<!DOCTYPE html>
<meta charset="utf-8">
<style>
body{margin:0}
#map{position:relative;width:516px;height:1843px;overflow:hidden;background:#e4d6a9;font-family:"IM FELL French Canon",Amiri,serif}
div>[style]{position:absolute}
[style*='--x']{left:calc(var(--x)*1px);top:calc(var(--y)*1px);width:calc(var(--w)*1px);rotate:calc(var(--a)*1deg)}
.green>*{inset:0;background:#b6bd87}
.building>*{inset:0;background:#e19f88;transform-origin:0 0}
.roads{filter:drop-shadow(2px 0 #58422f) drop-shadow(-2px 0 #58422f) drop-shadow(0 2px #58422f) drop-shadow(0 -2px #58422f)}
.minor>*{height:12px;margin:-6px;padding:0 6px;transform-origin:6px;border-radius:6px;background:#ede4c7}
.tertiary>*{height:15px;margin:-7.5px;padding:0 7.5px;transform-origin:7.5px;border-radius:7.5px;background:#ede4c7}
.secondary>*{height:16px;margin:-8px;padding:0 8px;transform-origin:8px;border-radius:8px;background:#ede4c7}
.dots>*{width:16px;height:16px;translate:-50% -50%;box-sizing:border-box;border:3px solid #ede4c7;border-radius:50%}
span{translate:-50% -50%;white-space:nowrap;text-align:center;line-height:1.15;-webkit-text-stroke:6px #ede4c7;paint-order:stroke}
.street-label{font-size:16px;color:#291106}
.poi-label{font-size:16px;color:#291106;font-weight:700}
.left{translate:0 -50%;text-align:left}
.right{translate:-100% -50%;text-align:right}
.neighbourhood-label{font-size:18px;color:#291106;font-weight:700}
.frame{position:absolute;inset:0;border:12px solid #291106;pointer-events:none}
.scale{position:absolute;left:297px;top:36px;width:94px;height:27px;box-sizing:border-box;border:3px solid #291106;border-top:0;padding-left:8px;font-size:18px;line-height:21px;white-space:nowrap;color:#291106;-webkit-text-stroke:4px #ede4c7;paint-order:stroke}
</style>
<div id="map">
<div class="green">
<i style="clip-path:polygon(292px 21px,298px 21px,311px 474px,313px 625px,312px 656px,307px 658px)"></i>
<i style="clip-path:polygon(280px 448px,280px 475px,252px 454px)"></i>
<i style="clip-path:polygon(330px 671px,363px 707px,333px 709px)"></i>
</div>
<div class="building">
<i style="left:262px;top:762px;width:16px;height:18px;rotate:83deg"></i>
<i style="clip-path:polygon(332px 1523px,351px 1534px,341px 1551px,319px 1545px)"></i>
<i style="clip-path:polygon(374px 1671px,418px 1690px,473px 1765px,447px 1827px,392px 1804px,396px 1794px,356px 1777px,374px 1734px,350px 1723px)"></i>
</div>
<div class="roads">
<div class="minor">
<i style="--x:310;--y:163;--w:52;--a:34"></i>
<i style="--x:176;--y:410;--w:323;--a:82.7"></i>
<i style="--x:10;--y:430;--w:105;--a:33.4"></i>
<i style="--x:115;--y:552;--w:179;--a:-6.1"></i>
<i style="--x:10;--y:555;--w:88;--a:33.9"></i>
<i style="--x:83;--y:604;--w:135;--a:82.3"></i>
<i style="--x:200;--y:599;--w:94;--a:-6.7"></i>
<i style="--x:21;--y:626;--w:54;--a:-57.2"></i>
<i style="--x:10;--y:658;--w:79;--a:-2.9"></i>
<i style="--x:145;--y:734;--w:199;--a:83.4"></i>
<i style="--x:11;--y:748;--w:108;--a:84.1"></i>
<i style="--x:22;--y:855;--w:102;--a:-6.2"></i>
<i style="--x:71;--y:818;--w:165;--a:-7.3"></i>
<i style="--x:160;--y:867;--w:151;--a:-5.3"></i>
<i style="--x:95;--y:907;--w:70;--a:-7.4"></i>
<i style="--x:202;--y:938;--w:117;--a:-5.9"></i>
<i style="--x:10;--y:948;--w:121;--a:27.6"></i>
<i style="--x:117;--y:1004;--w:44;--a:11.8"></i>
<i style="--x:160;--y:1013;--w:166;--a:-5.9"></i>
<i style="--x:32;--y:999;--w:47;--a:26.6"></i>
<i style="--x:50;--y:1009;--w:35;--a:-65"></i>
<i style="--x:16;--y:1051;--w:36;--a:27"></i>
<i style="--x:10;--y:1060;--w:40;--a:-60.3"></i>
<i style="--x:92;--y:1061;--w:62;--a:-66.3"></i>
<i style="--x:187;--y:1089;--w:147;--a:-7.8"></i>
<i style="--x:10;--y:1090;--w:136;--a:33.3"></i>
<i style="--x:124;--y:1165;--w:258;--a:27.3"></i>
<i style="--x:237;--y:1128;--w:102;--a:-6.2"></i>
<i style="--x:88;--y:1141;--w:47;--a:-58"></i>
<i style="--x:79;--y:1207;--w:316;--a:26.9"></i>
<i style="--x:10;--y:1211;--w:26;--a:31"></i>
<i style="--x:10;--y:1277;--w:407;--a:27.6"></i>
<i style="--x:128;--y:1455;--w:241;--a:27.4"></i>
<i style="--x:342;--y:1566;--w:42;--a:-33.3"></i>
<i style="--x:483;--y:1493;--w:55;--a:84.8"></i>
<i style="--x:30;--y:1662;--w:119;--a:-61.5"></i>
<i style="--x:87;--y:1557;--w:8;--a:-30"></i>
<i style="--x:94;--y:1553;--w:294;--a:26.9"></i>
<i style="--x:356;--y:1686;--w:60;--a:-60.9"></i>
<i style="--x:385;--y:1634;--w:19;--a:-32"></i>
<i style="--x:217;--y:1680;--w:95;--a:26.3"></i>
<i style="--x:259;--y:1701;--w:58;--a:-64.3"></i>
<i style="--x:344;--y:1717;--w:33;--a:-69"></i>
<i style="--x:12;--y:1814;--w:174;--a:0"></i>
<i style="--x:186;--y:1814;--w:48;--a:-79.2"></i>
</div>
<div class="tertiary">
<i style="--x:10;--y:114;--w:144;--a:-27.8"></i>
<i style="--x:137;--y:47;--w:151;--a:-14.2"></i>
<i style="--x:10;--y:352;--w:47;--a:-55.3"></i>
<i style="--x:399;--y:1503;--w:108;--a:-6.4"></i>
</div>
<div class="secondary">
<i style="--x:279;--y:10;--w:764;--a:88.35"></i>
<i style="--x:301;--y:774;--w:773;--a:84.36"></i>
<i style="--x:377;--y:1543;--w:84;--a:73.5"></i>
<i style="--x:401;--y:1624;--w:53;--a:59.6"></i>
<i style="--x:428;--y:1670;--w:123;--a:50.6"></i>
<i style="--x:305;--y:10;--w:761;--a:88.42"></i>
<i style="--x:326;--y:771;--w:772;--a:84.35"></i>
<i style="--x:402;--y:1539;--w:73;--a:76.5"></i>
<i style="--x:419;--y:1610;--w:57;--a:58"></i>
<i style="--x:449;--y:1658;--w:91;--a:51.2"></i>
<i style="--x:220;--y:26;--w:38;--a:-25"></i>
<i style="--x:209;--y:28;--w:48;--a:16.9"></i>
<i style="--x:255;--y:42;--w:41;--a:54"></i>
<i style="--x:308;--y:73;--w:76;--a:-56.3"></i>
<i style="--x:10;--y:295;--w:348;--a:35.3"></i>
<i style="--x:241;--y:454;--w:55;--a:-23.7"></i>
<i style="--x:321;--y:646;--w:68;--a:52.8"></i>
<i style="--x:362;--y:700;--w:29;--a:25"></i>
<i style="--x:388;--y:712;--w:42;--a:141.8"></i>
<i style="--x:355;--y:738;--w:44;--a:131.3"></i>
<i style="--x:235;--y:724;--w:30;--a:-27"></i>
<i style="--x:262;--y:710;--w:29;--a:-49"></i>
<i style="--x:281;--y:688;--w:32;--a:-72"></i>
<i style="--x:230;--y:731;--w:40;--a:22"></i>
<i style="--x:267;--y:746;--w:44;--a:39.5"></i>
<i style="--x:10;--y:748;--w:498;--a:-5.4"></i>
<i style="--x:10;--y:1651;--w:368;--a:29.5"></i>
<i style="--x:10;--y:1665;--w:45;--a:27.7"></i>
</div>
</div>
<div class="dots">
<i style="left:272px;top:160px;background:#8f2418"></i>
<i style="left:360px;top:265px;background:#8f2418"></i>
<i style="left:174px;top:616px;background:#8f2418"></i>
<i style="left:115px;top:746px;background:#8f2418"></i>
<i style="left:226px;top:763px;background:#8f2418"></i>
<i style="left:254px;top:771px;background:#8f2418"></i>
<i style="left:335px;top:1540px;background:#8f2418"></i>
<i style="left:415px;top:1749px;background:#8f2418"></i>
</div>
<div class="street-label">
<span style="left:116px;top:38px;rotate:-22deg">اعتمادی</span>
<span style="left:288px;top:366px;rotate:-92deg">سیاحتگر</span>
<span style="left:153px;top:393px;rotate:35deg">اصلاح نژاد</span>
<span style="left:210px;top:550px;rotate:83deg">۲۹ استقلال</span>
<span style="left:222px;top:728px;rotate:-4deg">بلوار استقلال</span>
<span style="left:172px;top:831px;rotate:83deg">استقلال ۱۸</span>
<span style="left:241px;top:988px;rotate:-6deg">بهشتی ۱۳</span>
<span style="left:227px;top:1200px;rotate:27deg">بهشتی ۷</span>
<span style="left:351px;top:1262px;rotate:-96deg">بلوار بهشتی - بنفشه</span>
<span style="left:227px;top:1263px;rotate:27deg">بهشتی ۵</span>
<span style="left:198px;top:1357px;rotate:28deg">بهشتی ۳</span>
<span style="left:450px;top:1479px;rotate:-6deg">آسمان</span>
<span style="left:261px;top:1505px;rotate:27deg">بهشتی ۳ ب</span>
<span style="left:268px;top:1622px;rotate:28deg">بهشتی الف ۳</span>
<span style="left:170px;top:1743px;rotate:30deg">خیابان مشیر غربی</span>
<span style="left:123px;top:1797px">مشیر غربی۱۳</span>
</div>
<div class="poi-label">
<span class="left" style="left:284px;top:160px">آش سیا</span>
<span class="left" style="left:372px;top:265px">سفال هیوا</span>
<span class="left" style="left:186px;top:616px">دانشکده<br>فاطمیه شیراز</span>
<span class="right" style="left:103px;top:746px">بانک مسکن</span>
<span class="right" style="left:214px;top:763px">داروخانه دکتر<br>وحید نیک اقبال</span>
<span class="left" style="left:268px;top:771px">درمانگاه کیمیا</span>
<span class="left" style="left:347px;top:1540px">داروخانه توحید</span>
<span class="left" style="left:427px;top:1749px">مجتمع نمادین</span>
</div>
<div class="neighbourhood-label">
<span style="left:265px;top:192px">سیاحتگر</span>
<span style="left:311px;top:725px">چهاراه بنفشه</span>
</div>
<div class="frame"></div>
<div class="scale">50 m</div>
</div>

* * *

> [What this task involves] The reply should hold only the lines from the beginning of the listing above through the line with "0 #58422f) drop-shadow(-2px", each one written exactly as it appears.

> [Expected answer]
<!DOCTYPE html>
<meta charset="utf-8">
<style>
body{margin:0}
#map{position:relative;width:516px;height:1843px;overflow:hidden;background:#e4d6a9;font-family:"IM FELL French Canon",Amiri,serif}
div>[style]{position:absolute}
[style*='--x']{left:calc(var(--x)*1px);top:calc(var(--y)*1px);width:calc(var(--w)*1px);rotate:calc(var(--a)*1deg)}
.green>*{inset:0;background:#b6bd87}
.building>*{inset:0;background:#e19f88;transform-origin:0 0}
.roads{filter:drop-shadow(2px 0 #58422f) drop-shadow(-2px 0 #58422f) drop-shadow(0 2px #58422f) drop-shadow(0 -2px #58422f)}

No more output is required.